Having seen the opening night film, Murmur, on a screener in advance—and you can find my review of it here—I indulged in a semi-transgressive act and on Thursday evening instead went to see Phoebe Waller-Bridge’s Fleabag one-woman show broadcast on the Cineplex Event Screen from London. It was an astonishing and hilarious performance, and fascinating for anyone interested in how writers adapt a stage production to a series, what makes the transition (many of the jokes, the sister, the guinea pig cafe) and what gets discarded (Joe). 

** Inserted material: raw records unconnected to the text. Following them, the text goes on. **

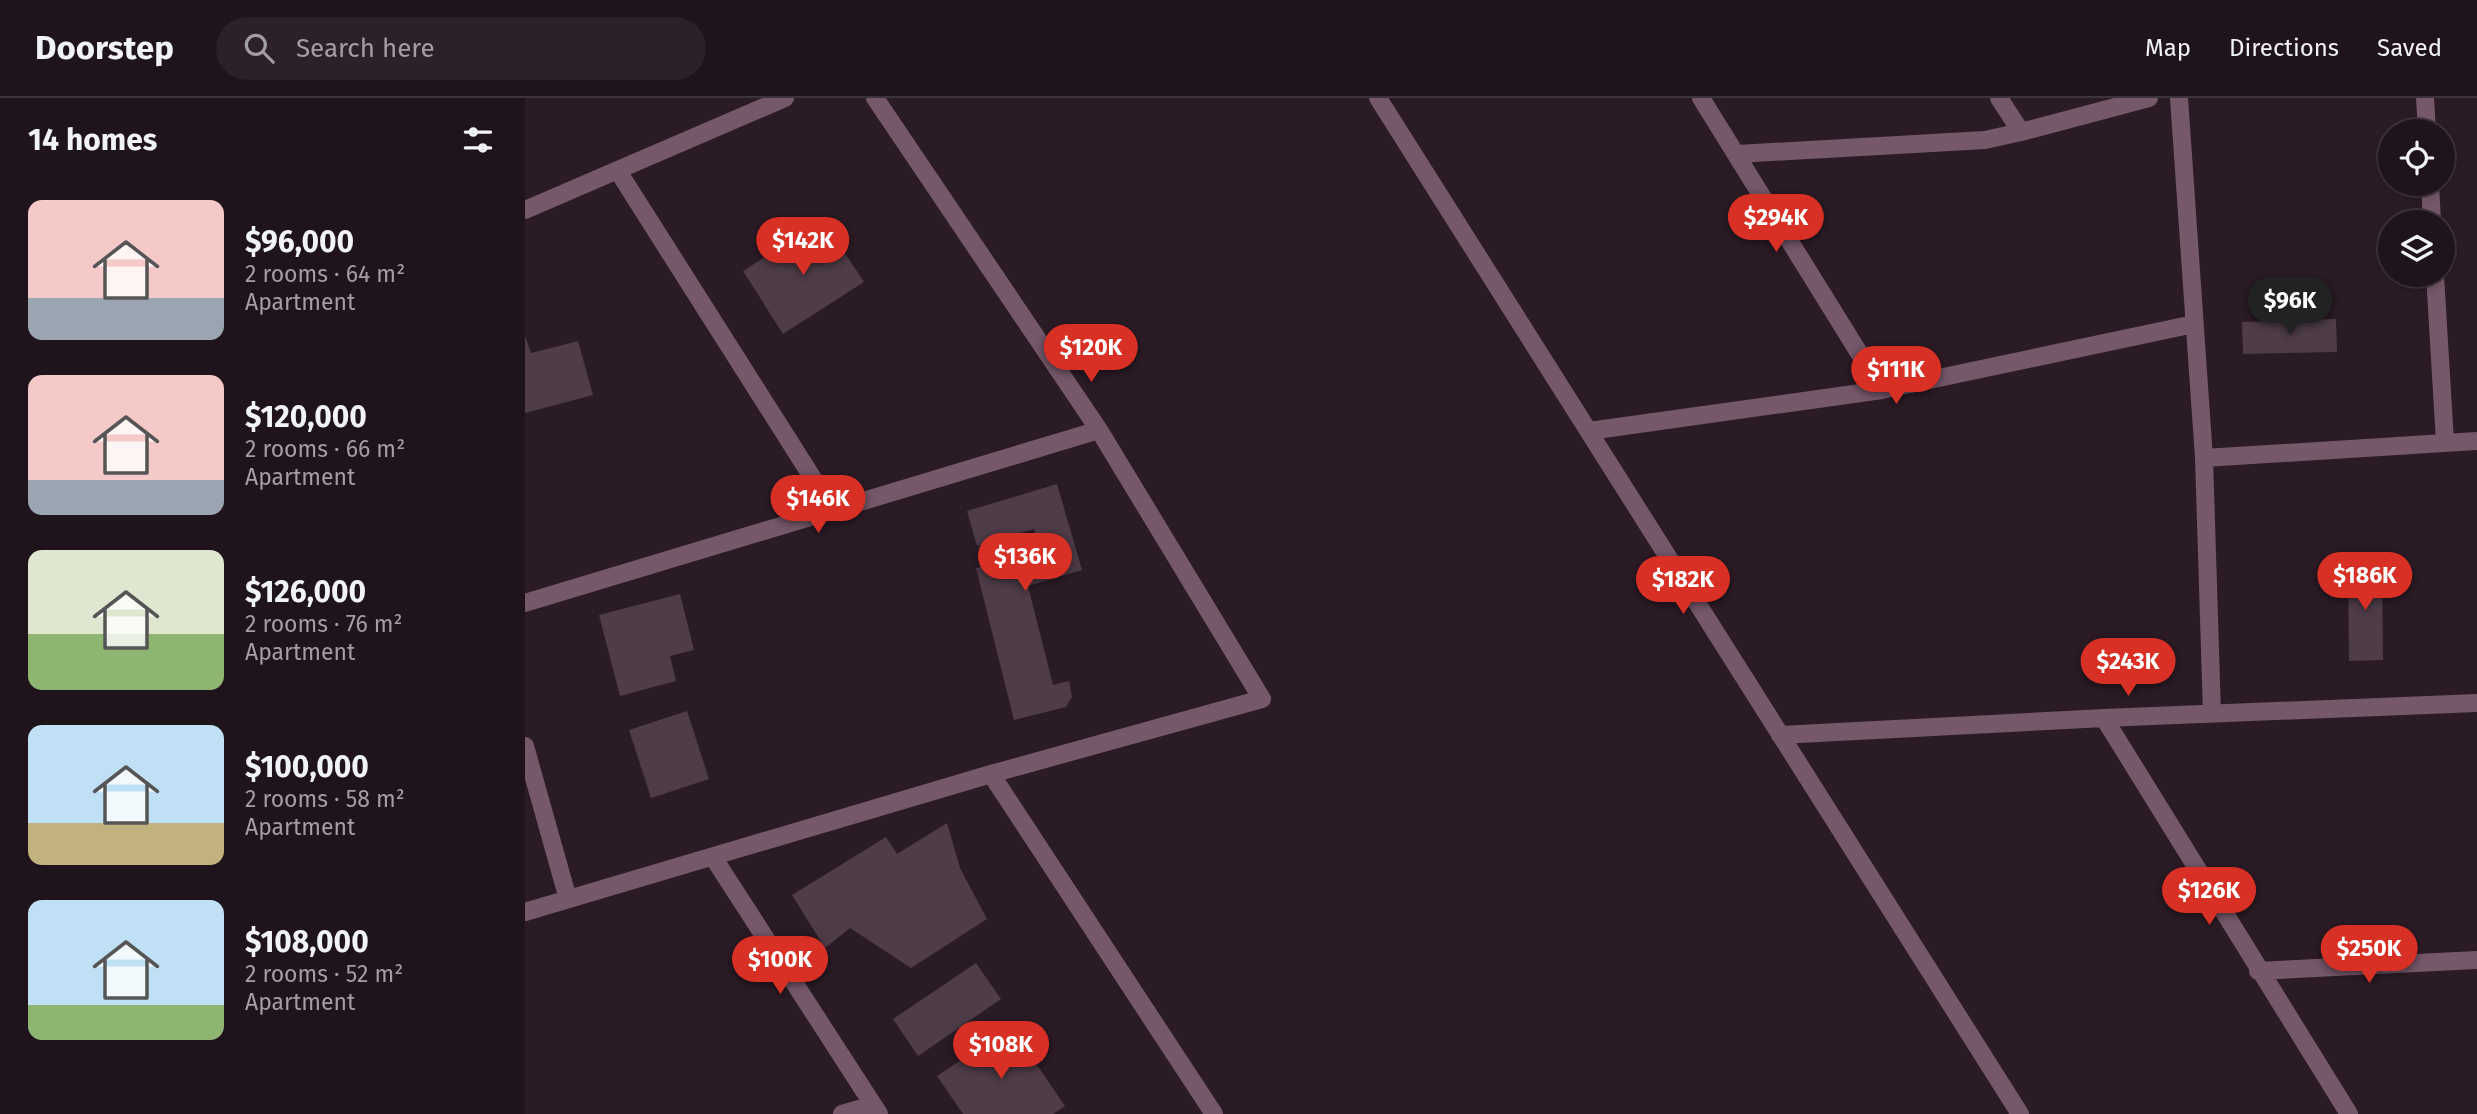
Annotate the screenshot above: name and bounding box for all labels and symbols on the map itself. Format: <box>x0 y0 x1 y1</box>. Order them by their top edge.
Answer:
pin: $294K <box>1727 194 1825 254</box>
pin: $142K <box>754 218 852 277</box>
pin: $96K <box>2249 278 2331 337</box>
pin: $120K <box>1042 324 1140 384</box>
pin: $111K <box>1847 346 1945 406</box>
pin: $146K <box>769 476 867 535</box>
pin: $136K <box>976 533 1074 593</box>
pin: $186K <box>2316 552 2414 612</box>
pin: $182K <box>1634 556 1732 616</box>
pin: $243K <box>2079 638 2177 698</box>
pin: $126K <box>2160 868 2258 927</box>
pin: $250K <box>2320 926 2418 985</box>
pin: $100K <box>731 936 829 996</box>
pin: $108K <box>952 1021 1050 1081</box>

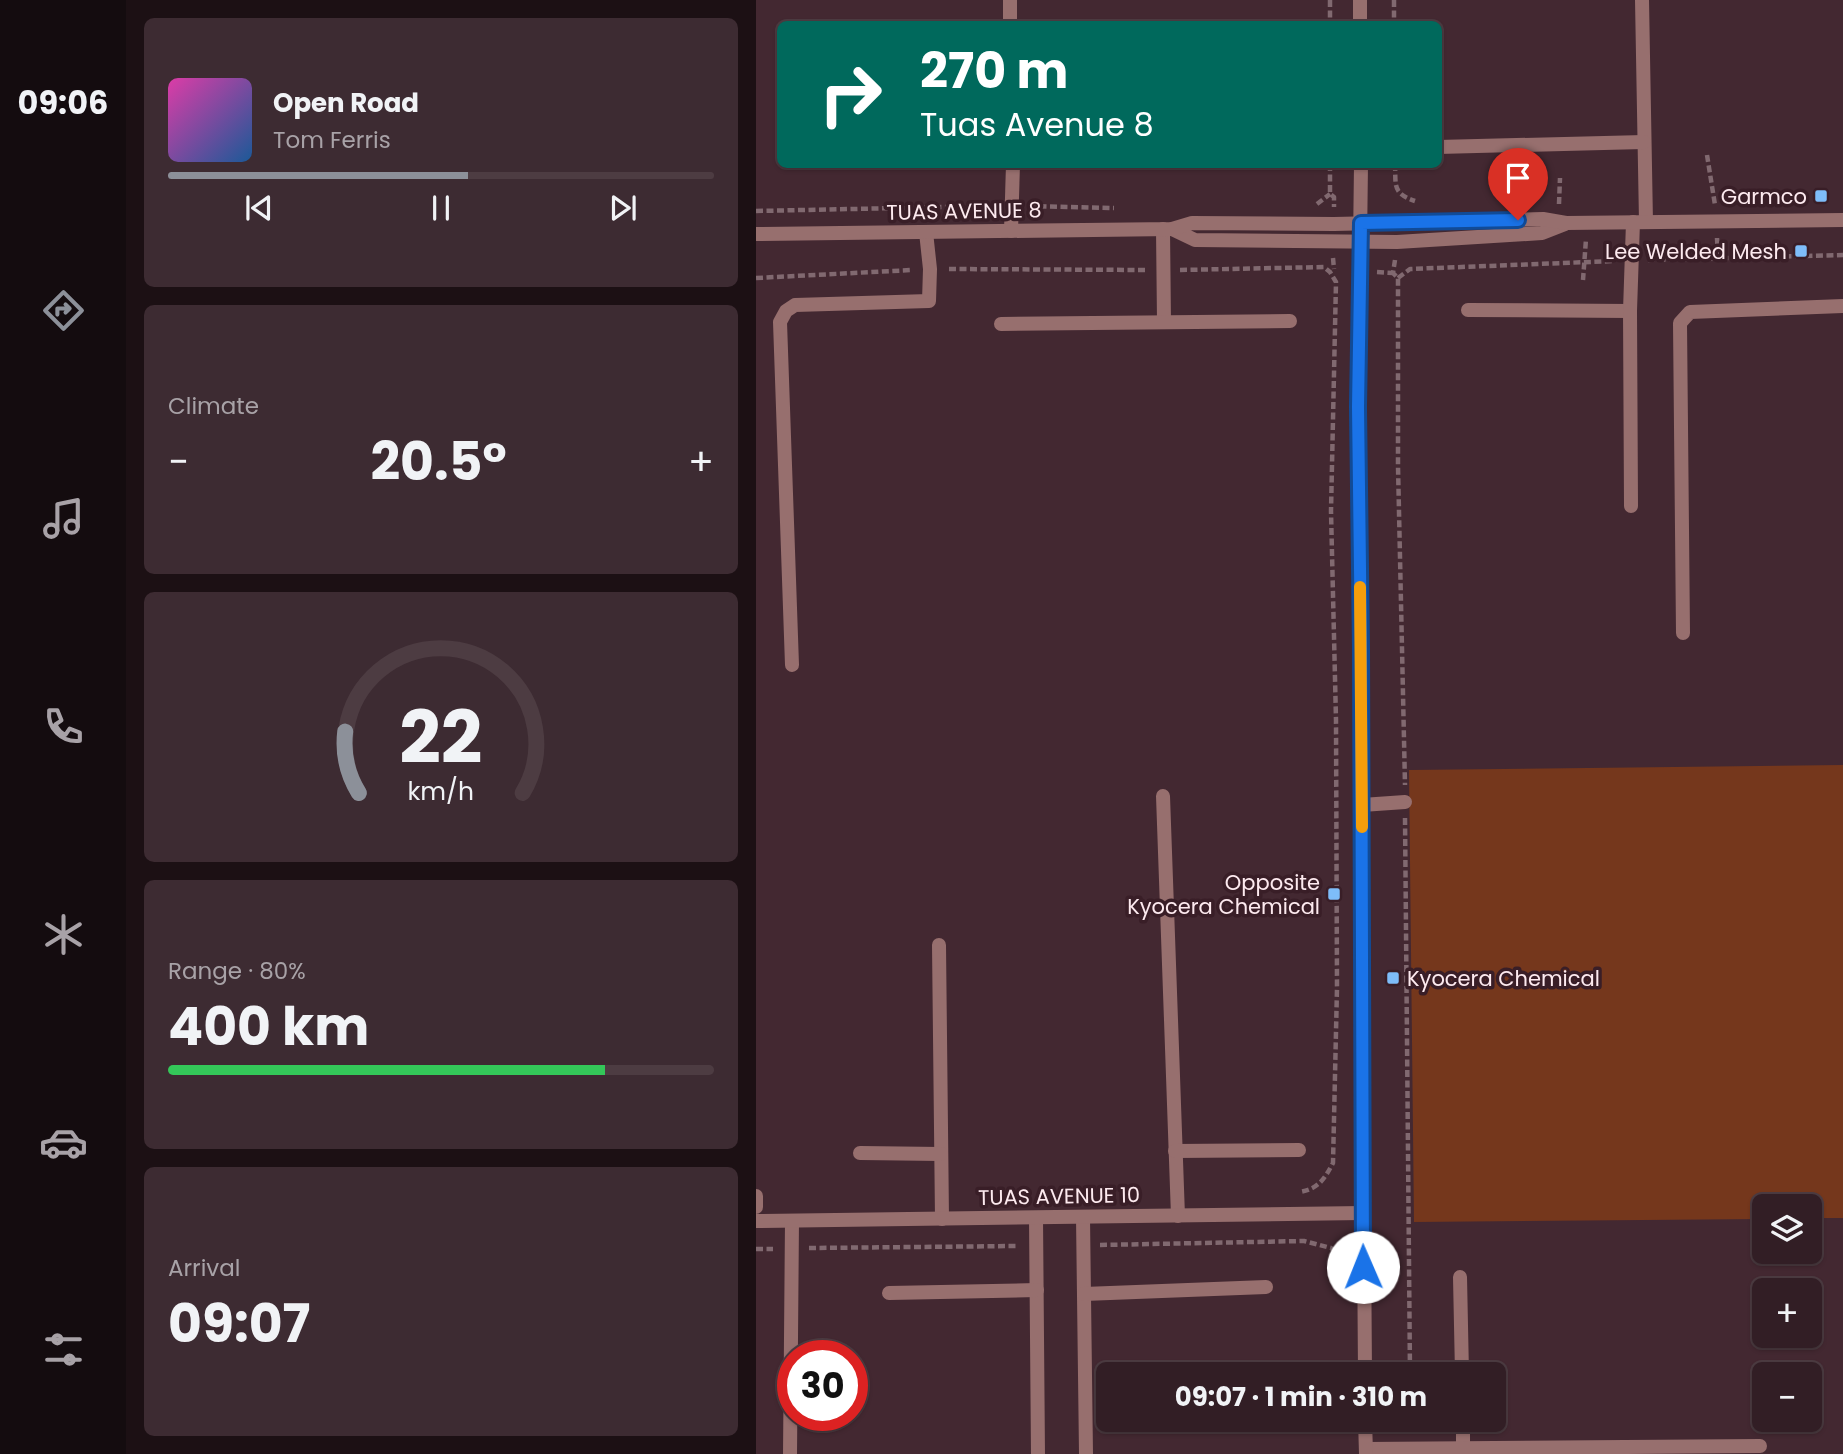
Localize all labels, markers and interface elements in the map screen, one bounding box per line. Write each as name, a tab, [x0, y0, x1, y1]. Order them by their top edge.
text: 270 m	[920, 37, 1068, 105]
icon: right	[805, 49, 896, 140]
text: 09:06	[18, 80, 108, 125]
text: Open Road	[273, 85, 419, 121]
text: Tuas Avenue 8	[920, 102, 1154, 147]
text: Tom Ferris	[273, 124, 391, 156]
pin	[1488, 148, 1548, 220]
icon: arrive	[1499, 159, 1537, 197]
place label: Garmco	[1721, 182, 1807, 211]
marker: Garmco	[1813, 188, 1829, 204]
icon: previous	[240, 189, 278, 227]
icon: pause	[422, 189, 460, 227]
icon: next	[604, 189, 642, 227]
street label: TUAS AVENUE 8	[886, 195, 1042, 227]
place label: Lee Welded Mesh	[1605, 237, 1787, 266]
marker: Lee Welded Mesh	[1793, 243, 1809, 259]
icon: directions	[39, 286, 88, 335]
text: Climate	[168, 390, 259, 422]
text: 20.5°	[370, 425, 507, 498]
text: −	[168, 435, 189, 488]
text: +	[688, 435, 714, 488]
icon: music	[39, 494, 88, 543]
text: 22	[399, 687, 483, 788]
icon: phone	[39, 702, 88, 751]
text: km/h	[408, 774, 474, 809]
place label: Opposite Kyocera Chemical	[1127, 868, 1320, 921]
marker: Opposite Kyocera Chemical	[1326, 886, 1342, 902]
icon: climate	[39, 910, 88, 959]
text: Range · 80%	[168, 955, 306, 987]
place label: Kyocera Chemical	[1407, 964, 1600, 993]
marker: Kyocera Chemical	[1385, 970, 1401, 986]
text: 400 km	[168, 990, 369, 1063]
icon: car	[39, 1118, 88, 1167]
street label: TUAS AVENUE 10	[978, 1180, 1140, 1212]
map controls	[1752, 1194, 1822, 1432]
button: layers	[1752, 1194, 1822, 1264]
position arrow	[1326, 1230, 1400, 1304]
text: Arrival	[168, 1252, 240, 1284]
button: +	[1752, 1278, 1822, 1348]
text: 09:07	[168, 1287, 310, 1360]
icon: filters	[39, 1325, 88, 1374]
speed limit sign: 30	[777, 1340, 868, 1431]
button: −	[1752, 1362, 1822, 1432]
text: 09:07 · 1 min · 310 m	[1175, 1379, 1427, 1415]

This year’s opening night party was at the Waegwoltic Club. My first visit to its sprawling grounds—dotted with tennis courts and swimming pools perched in one of the city’s most exclusive neighbourhoods like some colonial relic—it was actually a delightful location to wander around and graze from the nine food stations. I sat in a Range Rover, admired Shan MacDonald’s frock from a distance, and ate my weight in chocolate. I also chatted with a bunch of the familiar, friendly folks who attend the festival on the regular, and met Baljit Sangra, director of the devastating, must-see NFB documentary, Because We Are Girls. I peppered her with questions and probably embarrassed myself with my enthusiasm for her film. 

On Friday, due to life responsibilities, I was only able to see one film, but it’s a winner.  Here’s festival director Wayne Carter presenting it: 

Portrait Of A Lady On Fire

A beautiful French film about beautiful French women, Céline Sciamma’s formal period drama melts like butter on the tongue, a lovely if unlikely amalgam of The Piano and Blue Is The Warmest Colour.

This colour does take its time to warm up, as painter Marianne (Noémie Merlant) arrives on a remote island, expected to create a portrait of Héloïse (Adèle Haenel), whose mother (Valeria Golino) has plans to marry her off to some Milanese gentleman. Héloïse isn’t particularly interested in being painted or married, so Marianne must be surreptitious in her efforts to capture the other young woman’s image while loitering around this large, mostly empty estate with housekeeper, Sophie (Luàna Bajrami), and going for walks with Héloïse along the rocky shore.

At first, I figured this whole affair would be pretty but inert given the emotional austerity of the opening-act.

But when the painter and the bride-to-be start to acknowledge their secret desires, the film genuinely ignites, and I was all in. It’s all so beautifully composed and lyrical, with music used sparingly but with a totally effective kick.

Sciamma’s visual metaphors are a little too often painfully on the nose, but who can fault her for choosing the most stunning, magnetic performers and lighting them in the most fetching way possible? Merlant is the stand-out, like Emma Watson’s darker, Gallic sister, or a secret Parisienne daughter of Debra Winger’s.

About the author


Carsten Knox is a massive, cheese-eating nerd. In the day he works as a journalist in Halifax, Nova Scotia. At night he stares out at the rain-slick streets, watches movies, and writes about what he's seeing.